**TASK DIRECTIONS**
Using the records below, filter out every line that lacks "rows" and copy the rest.

**SUPPLIED INFORMATION**
--- START ---

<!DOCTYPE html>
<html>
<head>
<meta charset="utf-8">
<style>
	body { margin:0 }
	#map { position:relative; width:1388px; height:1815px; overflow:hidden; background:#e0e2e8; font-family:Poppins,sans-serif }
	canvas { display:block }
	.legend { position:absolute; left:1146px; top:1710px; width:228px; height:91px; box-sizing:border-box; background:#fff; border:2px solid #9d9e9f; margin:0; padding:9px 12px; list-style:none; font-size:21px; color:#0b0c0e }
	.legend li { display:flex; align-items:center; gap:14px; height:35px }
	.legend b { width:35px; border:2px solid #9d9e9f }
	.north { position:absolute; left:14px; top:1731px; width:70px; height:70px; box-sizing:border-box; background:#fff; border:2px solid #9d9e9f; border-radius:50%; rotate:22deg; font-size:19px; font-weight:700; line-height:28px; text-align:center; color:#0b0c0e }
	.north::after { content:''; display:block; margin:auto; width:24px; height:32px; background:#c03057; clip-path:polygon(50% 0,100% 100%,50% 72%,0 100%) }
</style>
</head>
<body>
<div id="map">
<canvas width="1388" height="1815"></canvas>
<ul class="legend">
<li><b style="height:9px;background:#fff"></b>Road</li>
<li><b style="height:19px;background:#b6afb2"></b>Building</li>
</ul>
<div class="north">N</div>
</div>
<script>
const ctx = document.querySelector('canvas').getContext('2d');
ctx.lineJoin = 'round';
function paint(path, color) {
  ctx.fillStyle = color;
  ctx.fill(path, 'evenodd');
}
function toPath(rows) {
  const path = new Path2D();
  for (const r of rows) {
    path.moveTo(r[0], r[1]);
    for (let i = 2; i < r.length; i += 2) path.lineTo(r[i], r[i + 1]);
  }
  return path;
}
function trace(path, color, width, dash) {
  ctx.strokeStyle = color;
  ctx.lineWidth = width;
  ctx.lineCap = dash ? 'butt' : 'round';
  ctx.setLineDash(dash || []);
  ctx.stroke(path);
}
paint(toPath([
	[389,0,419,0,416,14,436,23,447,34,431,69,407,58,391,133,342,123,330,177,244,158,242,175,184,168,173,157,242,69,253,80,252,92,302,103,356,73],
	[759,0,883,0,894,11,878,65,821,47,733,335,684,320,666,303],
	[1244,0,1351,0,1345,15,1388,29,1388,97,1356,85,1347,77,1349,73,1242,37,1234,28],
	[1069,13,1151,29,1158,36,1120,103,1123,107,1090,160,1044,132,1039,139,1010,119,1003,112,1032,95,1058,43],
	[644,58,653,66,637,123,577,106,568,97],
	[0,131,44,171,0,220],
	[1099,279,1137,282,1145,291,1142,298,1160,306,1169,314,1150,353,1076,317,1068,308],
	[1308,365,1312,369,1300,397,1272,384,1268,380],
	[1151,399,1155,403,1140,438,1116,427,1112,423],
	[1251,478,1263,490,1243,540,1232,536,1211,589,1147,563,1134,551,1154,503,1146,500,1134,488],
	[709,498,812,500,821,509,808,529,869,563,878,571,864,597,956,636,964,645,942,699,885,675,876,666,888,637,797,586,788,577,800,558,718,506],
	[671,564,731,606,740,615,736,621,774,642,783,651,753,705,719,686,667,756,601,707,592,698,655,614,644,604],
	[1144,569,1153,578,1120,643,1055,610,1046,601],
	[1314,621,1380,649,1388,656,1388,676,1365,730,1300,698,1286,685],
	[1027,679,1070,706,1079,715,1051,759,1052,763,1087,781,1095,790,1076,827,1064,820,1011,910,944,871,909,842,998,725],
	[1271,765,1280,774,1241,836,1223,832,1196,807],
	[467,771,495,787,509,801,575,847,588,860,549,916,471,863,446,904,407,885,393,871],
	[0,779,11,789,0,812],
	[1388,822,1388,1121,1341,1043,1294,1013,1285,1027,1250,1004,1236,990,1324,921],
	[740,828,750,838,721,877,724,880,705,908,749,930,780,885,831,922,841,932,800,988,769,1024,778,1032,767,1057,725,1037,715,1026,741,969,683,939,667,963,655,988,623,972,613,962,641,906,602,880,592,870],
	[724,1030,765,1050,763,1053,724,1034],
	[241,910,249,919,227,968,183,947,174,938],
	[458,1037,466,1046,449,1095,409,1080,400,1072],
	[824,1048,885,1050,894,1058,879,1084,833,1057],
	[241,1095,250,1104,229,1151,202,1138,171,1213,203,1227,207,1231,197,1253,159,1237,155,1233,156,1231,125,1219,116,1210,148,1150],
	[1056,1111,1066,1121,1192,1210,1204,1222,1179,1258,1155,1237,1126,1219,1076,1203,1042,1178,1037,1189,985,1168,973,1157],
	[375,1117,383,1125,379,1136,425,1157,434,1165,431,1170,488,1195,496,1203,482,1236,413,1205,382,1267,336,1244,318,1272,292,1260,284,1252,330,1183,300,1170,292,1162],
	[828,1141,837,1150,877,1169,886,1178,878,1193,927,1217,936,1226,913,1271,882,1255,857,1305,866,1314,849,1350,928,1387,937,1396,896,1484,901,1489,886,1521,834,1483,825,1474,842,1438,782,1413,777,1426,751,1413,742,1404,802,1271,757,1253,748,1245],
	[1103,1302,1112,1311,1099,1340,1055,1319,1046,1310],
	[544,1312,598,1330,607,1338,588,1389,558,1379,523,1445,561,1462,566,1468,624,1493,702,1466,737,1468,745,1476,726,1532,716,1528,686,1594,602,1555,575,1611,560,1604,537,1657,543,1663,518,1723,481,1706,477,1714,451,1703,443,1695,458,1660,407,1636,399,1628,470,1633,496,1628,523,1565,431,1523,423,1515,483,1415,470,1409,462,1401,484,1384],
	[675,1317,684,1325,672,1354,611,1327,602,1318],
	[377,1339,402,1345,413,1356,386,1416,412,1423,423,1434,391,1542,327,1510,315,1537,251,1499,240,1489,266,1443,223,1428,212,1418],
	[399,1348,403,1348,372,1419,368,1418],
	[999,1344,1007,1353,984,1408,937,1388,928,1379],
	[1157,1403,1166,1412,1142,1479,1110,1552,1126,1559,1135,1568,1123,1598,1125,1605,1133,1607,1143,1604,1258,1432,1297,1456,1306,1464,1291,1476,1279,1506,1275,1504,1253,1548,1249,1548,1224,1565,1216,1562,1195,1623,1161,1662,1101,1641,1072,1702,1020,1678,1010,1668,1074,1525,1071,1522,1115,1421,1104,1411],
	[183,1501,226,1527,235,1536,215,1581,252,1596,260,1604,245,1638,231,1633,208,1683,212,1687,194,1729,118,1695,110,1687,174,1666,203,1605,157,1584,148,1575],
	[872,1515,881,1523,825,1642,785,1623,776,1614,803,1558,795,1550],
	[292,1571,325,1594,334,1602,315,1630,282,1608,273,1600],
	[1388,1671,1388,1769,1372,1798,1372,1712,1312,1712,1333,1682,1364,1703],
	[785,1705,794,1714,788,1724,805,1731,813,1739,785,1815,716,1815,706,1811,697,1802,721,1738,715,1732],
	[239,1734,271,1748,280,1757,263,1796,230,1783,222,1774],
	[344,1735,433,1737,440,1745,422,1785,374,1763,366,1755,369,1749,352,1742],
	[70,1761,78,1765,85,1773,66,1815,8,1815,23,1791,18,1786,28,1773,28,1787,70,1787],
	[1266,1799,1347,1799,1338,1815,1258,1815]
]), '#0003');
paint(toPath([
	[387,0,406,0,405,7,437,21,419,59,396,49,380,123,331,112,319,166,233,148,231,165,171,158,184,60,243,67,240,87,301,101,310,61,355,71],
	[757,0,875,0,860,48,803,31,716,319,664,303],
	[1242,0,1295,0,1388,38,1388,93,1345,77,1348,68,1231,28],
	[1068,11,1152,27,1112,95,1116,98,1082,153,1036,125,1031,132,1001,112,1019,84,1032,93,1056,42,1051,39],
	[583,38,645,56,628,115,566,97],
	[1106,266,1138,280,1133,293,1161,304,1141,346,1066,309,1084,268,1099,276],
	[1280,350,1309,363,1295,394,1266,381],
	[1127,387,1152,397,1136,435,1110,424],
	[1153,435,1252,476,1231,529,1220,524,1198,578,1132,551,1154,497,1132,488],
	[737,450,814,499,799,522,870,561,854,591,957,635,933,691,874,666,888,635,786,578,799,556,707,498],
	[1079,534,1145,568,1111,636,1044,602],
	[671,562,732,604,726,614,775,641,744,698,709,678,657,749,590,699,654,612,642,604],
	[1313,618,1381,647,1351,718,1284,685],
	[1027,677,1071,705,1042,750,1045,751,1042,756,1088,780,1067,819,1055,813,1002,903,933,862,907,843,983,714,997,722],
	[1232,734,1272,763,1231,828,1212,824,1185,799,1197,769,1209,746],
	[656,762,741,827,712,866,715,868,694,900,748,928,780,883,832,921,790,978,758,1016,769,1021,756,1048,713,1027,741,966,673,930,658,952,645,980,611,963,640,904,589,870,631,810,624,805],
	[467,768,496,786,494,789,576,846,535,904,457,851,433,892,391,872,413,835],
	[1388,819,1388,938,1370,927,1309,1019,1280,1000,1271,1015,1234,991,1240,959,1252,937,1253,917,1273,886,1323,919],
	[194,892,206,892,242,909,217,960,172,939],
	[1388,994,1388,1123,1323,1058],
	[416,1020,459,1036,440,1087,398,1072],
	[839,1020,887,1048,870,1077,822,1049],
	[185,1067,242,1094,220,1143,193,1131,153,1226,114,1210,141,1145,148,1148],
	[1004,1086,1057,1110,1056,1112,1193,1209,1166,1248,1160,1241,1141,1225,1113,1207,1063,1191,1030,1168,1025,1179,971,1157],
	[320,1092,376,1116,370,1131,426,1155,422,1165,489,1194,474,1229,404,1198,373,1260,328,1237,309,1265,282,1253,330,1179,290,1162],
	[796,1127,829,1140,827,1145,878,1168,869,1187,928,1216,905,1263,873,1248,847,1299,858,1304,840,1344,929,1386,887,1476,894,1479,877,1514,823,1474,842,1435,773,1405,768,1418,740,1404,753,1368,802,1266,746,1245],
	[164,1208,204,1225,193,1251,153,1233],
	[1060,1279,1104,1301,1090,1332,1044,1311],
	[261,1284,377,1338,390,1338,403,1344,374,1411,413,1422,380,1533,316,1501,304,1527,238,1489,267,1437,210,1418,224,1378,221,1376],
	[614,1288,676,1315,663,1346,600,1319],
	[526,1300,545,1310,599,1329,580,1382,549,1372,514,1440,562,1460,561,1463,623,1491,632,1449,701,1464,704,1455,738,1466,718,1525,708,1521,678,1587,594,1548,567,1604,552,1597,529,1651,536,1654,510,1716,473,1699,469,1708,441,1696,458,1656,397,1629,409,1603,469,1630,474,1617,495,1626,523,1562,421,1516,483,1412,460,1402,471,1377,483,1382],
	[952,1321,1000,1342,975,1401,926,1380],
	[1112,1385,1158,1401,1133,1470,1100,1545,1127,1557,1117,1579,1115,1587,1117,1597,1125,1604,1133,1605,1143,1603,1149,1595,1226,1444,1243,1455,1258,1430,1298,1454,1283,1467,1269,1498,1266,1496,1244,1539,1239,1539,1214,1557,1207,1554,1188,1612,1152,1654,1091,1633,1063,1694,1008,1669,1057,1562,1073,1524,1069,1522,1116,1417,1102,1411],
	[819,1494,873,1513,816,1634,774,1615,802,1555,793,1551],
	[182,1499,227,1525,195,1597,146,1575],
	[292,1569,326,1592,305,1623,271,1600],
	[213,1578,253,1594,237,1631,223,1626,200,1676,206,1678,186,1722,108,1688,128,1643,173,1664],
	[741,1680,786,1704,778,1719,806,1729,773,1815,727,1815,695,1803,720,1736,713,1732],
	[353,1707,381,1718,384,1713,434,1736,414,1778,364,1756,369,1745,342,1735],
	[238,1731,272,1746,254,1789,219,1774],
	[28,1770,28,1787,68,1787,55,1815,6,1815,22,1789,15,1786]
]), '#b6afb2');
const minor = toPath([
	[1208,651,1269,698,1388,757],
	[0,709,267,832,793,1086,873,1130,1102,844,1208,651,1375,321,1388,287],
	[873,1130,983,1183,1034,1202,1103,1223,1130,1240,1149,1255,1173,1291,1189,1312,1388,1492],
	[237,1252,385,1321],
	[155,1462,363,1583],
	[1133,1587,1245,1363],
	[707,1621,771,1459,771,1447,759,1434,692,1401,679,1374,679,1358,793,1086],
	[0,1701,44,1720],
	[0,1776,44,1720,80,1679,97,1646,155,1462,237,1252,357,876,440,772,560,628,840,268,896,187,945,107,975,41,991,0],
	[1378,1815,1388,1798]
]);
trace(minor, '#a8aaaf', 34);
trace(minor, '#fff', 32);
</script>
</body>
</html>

--- END ---

**ANSWER SPACE**
function toPath(rows) {
  for (const r of rows) {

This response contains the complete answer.